Salimos a la calle poco a poco, ganando unos minutos día a día. Al principio todo le daba miedo, la música de las tiendas, los coches, las farolas, los letreros luminosos, los carritos de bebé. Al cabo de un tiempo habíamos ampliado bastante la zona por la que nos movíamos y descubrió el que consideró el mejor invento de la humanidad, las hamburguesas de McDonald’s. Comimos tantas en aquellos días que pensé que iban a inventar la tarjeta de socio platino sólo para mí, así que decidí que estábamos mejor en su territorio que en el mío y empezamos a espaciar las visitas al siglo XXI.

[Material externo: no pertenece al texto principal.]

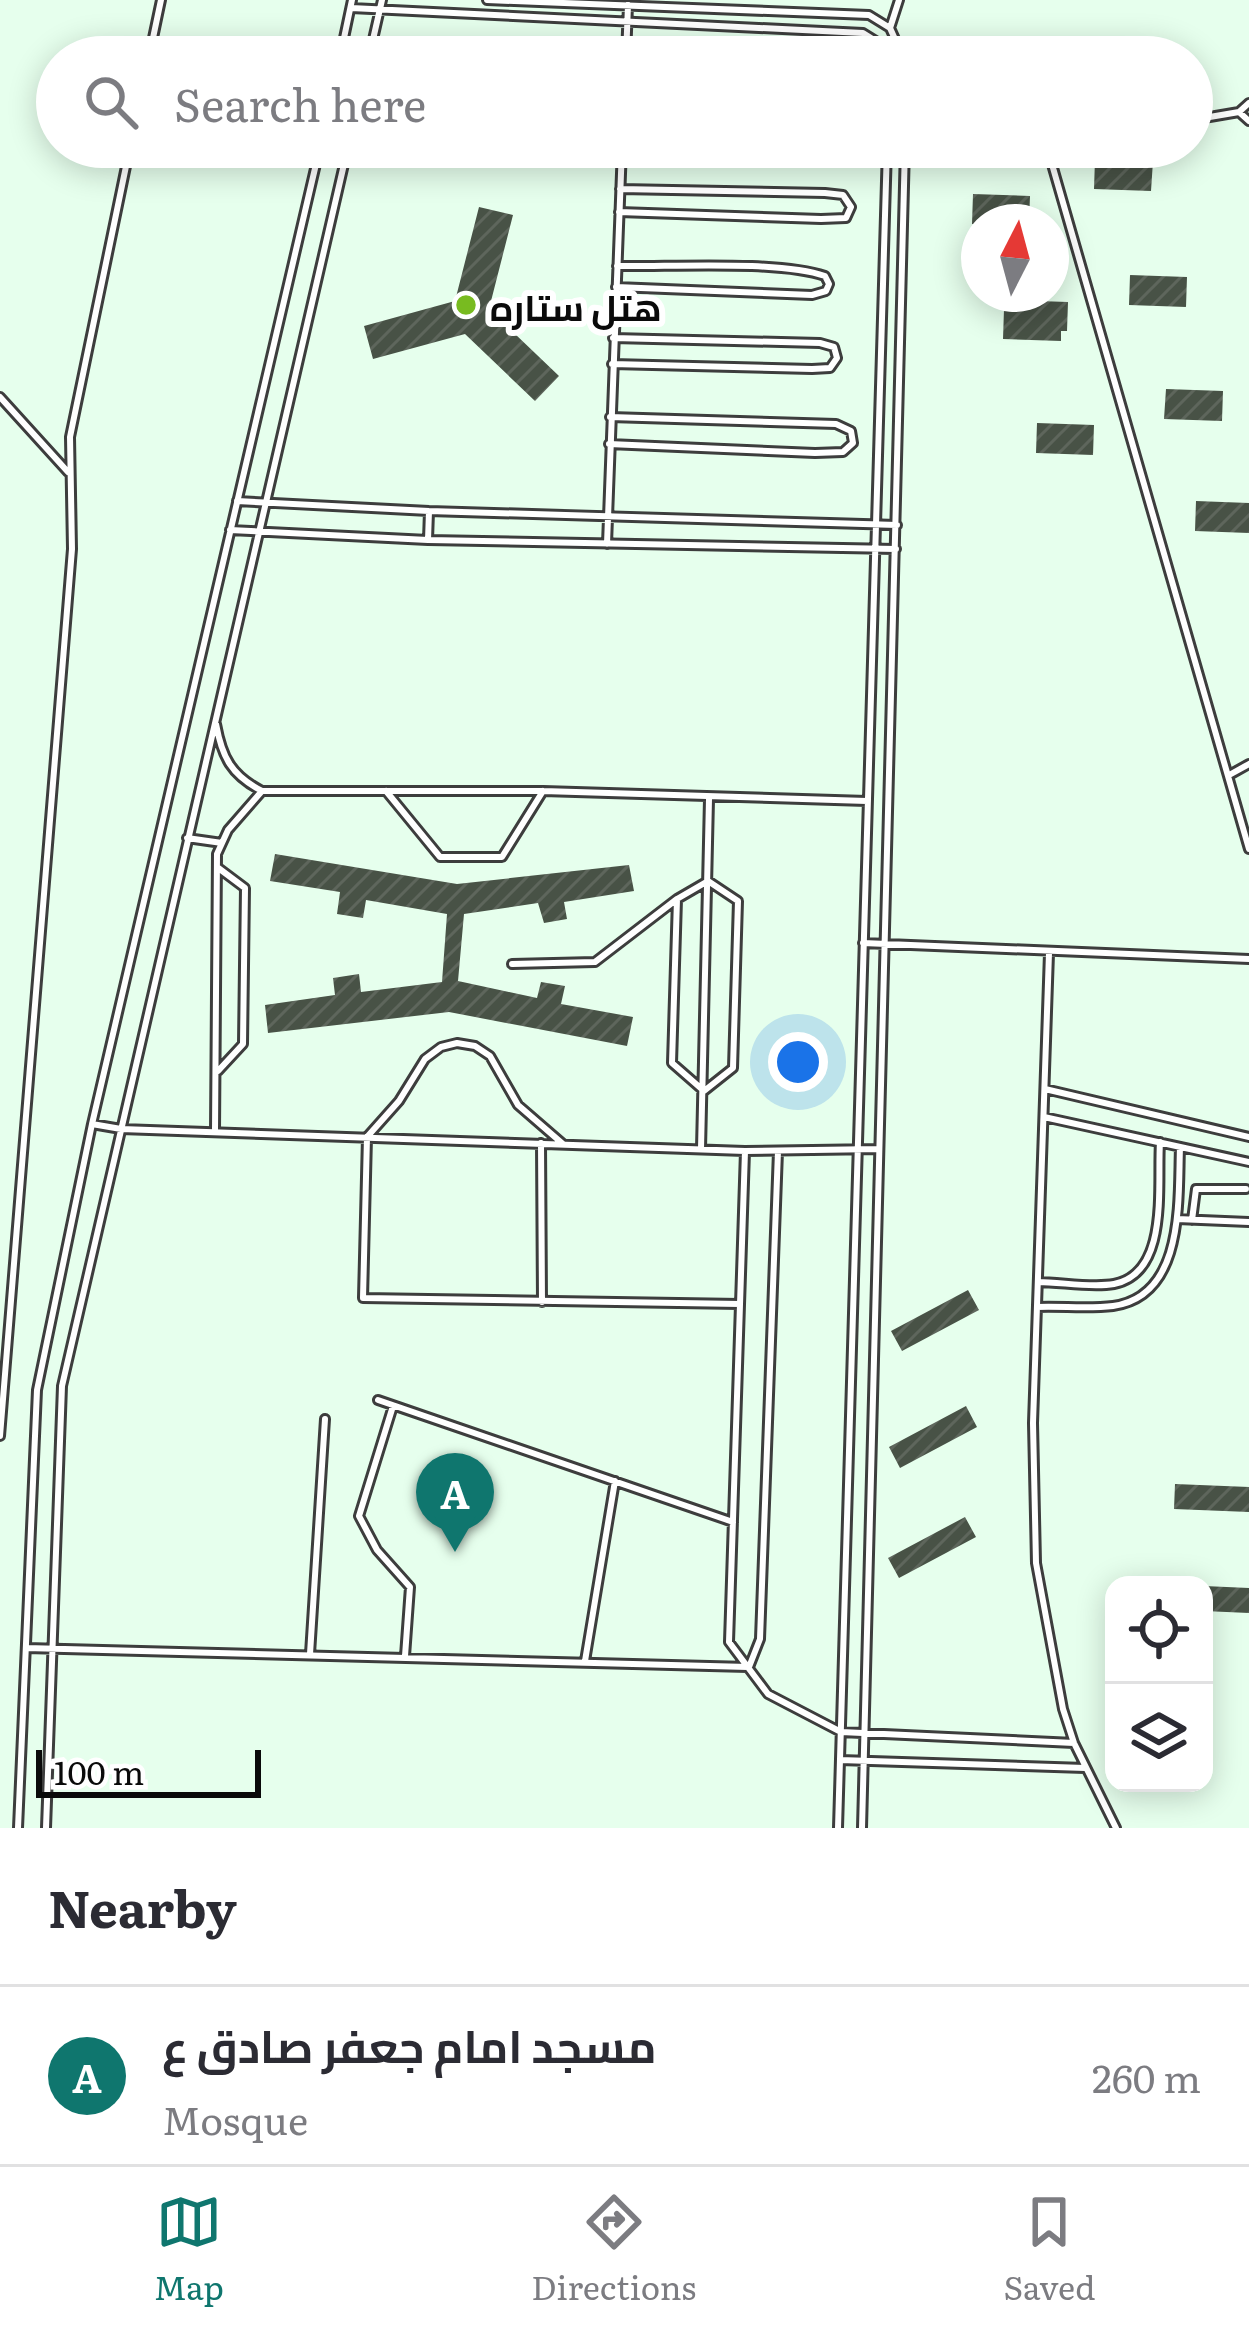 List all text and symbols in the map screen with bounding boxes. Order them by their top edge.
search box [36,36,1213,168]
icon: search [78,69,144,135]
text: Search here [174,69,426,136]
north arrow [961,204,1069,312]
place label: هتل ستاره [490,279,662,332]
marker: هتل ستاره [453,292,479,318]
your location [768,1032,828,1092]
pin: A [416,1453,494,1552]
map controls [1105,1576,1213,1792]
button: locate [1105,1576,1213,1684]
button: layers [1105,1684,1213,1792]
scale bar [36,1744,261,1797]
text: 100 m [54,1746,144,1795]
text: Nearby [48,1868,237,1944]
text: مسجد امام جعفر صادق ع [162,2010,657,2077]
text: A [72,2047,102,2105]
text: 260 m [1092,2047,1201,2105]
text: Mosque [162,2089,308,2147]
tab: Map [154,2189,224,2310]
tab: Directions [531,2189,696,2310]
tab: Saved [1003,2189,1095,2310] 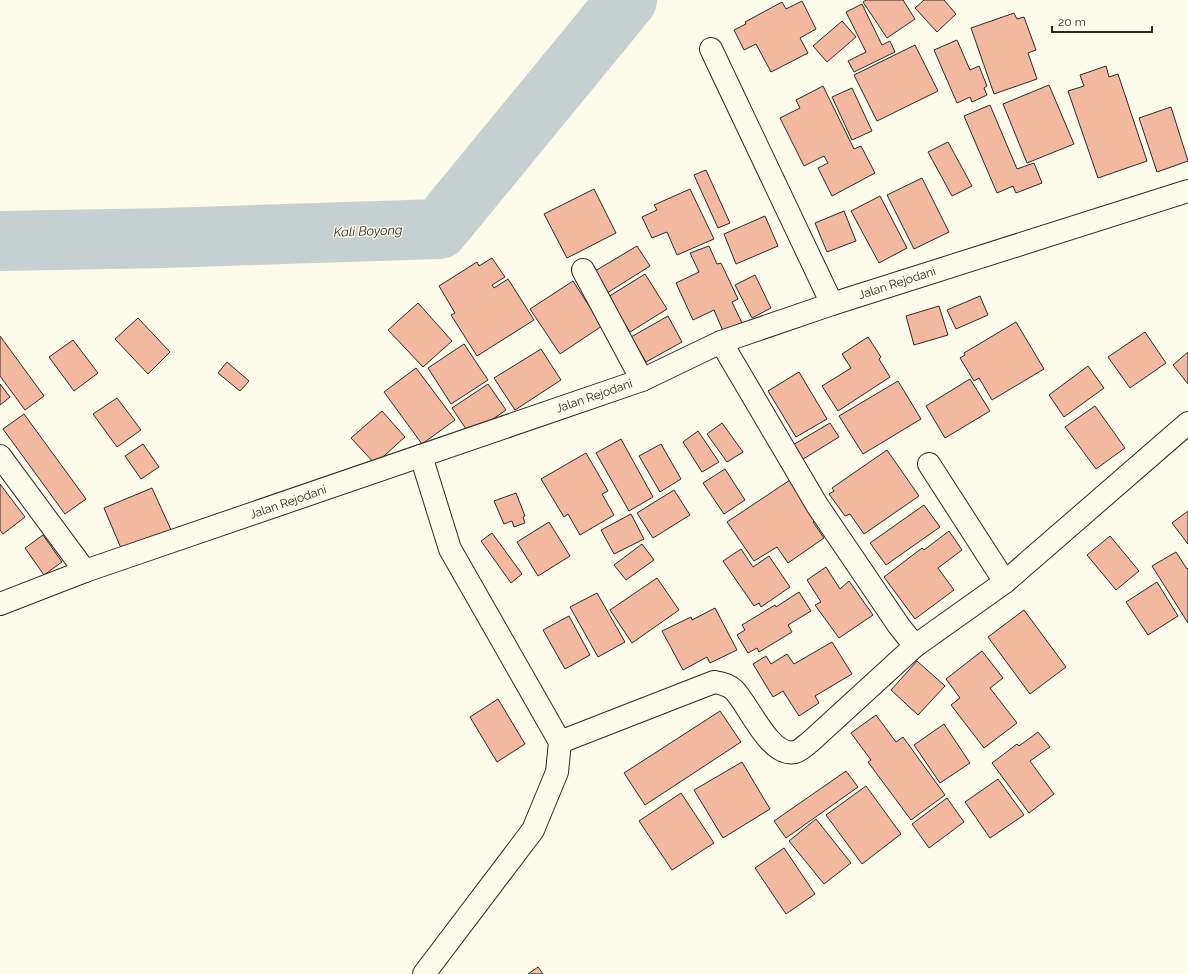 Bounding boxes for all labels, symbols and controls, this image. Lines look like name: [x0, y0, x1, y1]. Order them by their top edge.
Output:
scale bar: [1052, 8, 1152, 34]
text: 20 m: [1058, 15, 1086, 29]
water label: Kali Boyong: [333, 222, 403, 240]
street label: Jalan Rejodani: [857, 264, 937, 302]
street label: Jalan Rejodani: [554, 376, 634, 416]
street label: Jalan Rejodani: [248, 482, 328, 522] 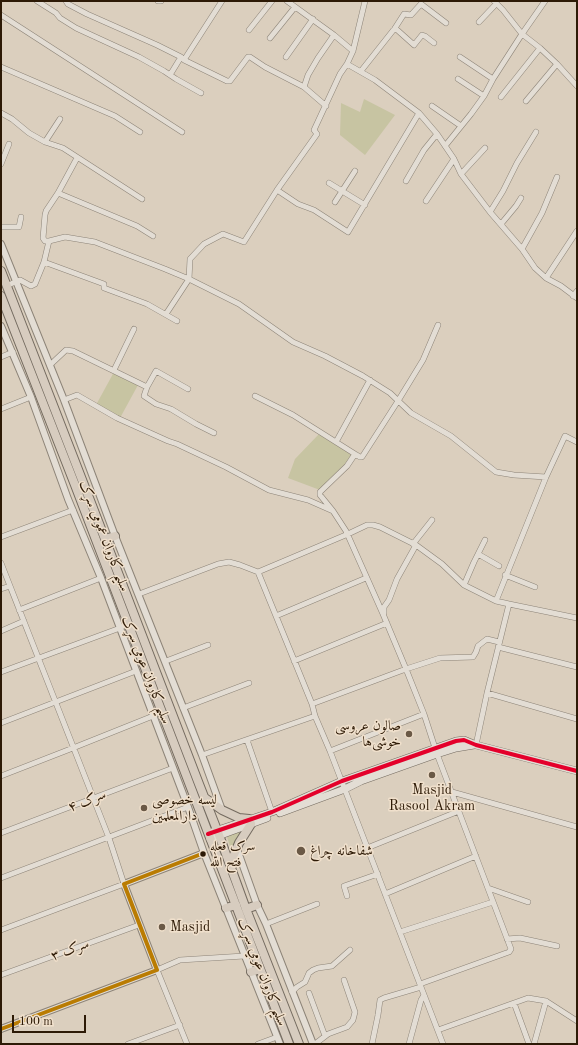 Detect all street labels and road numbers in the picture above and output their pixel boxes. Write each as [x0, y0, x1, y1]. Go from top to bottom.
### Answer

Los encuentros con mis padres no resultaron bien. Mi madre me atormentaba todo el tiempo, que si tu novia no lleva sujetador, que si mira ya está enseñando otra vez las tetas a tu padre, que no se depila los sobacos, que si eructa en la mesa y otras tonterías por el estilo, producto sin duda de esos celos inevitables que las nueras despiertan en las madres de sus parejas. 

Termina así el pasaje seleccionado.